══ DATA TO PROCESS

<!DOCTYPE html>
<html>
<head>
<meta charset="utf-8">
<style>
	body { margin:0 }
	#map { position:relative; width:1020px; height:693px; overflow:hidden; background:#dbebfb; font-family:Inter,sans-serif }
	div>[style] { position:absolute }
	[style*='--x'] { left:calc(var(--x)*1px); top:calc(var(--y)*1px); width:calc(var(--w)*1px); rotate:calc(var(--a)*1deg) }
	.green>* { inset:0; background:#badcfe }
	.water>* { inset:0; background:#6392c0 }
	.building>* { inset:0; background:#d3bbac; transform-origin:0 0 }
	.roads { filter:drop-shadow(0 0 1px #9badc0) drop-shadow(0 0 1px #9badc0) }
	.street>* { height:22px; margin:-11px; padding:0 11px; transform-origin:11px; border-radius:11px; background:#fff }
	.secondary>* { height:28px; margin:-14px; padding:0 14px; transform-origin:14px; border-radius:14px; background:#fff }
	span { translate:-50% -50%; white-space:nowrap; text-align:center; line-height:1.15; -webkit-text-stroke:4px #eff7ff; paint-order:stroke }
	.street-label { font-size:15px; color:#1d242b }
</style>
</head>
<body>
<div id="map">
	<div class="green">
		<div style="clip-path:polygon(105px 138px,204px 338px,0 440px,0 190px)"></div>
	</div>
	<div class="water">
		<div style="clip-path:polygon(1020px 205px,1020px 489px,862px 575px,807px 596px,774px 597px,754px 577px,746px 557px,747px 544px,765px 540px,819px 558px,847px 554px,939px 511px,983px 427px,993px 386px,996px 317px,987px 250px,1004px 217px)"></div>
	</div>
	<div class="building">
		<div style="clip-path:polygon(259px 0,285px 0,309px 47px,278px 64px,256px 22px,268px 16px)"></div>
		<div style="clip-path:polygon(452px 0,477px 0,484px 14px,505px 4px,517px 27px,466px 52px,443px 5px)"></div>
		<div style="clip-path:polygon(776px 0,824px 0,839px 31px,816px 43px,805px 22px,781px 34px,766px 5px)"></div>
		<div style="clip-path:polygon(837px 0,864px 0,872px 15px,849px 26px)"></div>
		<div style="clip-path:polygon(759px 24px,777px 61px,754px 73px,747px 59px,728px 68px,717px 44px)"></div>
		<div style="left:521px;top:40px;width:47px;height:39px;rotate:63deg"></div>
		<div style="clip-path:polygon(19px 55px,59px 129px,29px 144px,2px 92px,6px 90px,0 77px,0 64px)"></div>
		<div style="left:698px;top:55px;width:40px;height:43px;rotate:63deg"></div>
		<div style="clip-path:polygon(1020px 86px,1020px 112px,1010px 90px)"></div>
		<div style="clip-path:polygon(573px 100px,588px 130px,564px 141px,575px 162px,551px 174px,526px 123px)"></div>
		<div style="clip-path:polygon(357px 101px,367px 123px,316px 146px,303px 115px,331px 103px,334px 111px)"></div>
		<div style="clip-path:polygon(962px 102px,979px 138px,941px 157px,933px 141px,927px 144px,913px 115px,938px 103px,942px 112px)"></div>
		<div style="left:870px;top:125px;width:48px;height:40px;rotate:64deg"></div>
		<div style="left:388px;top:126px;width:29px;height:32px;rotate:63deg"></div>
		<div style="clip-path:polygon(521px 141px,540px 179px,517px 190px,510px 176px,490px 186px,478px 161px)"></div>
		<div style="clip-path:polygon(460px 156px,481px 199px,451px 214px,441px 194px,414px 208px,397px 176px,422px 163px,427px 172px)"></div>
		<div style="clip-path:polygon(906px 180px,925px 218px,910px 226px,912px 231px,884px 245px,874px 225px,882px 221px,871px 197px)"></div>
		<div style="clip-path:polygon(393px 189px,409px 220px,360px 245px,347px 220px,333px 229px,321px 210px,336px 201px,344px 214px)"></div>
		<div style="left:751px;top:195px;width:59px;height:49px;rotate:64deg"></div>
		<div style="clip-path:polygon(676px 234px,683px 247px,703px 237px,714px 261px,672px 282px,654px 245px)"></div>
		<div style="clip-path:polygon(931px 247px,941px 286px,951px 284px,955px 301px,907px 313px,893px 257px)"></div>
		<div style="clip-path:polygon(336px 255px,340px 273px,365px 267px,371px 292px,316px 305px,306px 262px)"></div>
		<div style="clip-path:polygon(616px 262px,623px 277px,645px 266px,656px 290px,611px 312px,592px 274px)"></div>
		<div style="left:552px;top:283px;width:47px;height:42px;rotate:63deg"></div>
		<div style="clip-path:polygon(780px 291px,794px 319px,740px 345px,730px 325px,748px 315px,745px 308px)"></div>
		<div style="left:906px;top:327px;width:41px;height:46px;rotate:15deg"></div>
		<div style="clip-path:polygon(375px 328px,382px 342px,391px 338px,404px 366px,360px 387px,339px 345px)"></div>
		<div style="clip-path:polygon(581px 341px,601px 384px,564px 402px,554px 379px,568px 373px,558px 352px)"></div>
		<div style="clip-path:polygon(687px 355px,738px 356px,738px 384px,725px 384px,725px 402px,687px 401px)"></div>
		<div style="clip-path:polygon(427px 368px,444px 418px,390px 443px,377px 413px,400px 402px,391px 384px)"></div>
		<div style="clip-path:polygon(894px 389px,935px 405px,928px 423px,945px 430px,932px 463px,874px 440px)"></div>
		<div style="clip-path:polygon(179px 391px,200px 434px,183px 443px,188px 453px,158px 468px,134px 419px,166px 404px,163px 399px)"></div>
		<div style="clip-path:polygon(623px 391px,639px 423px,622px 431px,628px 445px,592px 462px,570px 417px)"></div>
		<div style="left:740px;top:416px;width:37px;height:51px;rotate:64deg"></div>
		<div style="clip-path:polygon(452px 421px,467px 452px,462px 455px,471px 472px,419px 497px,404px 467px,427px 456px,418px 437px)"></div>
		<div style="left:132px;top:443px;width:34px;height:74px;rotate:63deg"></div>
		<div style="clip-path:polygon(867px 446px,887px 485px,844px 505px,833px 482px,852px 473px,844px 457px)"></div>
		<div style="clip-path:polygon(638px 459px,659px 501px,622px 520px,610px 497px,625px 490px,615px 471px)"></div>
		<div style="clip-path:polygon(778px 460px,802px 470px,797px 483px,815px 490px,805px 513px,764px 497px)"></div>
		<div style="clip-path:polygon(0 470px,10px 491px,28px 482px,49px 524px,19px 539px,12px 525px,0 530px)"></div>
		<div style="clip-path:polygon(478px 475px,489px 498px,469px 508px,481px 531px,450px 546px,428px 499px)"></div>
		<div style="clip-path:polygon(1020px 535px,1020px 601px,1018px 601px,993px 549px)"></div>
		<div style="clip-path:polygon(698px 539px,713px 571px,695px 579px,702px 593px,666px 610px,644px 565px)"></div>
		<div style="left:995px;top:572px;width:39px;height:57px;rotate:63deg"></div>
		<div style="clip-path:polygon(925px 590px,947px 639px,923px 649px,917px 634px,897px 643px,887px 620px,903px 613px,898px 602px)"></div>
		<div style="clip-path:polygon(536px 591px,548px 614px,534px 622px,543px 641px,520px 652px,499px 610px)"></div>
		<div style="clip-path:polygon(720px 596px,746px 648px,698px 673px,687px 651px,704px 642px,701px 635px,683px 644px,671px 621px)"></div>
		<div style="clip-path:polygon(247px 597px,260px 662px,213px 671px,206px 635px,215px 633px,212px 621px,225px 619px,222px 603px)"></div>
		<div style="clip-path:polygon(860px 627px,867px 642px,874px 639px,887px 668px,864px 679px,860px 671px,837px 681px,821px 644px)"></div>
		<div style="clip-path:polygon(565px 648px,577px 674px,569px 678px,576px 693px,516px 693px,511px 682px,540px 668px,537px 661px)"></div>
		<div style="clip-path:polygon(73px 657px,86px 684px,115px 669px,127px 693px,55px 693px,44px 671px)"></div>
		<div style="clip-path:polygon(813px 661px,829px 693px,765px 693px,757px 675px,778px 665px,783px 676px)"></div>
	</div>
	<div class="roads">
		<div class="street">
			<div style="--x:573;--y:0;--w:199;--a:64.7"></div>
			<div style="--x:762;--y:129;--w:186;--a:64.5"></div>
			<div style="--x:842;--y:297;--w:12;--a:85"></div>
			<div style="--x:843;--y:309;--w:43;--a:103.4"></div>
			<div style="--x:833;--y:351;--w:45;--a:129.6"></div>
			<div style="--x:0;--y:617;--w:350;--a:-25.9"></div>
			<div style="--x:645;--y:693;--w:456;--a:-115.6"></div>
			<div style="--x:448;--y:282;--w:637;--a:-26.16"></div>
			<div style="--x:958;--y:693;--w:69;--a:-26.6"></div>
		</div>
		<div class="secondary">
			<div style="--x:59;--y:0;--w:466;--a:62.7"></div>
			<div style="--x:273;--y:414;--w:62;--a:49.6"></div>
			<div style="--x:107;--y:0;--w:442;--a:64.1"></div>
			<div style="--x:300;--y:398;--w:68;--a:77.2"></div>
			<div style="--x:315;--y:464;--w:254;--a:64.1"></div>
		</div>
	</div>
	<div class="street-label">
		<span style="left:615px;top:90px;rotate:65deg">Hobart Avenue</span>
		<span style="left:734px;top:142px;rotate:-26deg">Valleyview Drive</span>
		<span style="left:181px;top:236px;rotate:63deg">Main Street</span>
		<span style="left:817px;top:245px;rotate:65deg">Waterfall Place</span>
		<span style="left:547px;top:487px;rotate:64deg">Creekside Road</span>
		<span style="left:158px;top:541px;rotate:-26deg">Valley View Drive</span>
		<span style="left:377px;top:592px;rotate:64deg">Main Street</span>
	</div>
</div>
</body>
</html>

════

PROBLEM TO SOLVE —
For each line in the data that holds the word "radius", copy the line.

TASK RESULT —
	.street>* { height:22px; margin:-11px; padding:0 11px; transform-origin:11px; border-radius:11px; background:#fff }
	.secondary>* { height:28px; margin:-14px; padding:0 14px; transform-origin:14px; border-radius:14px; background:#fff }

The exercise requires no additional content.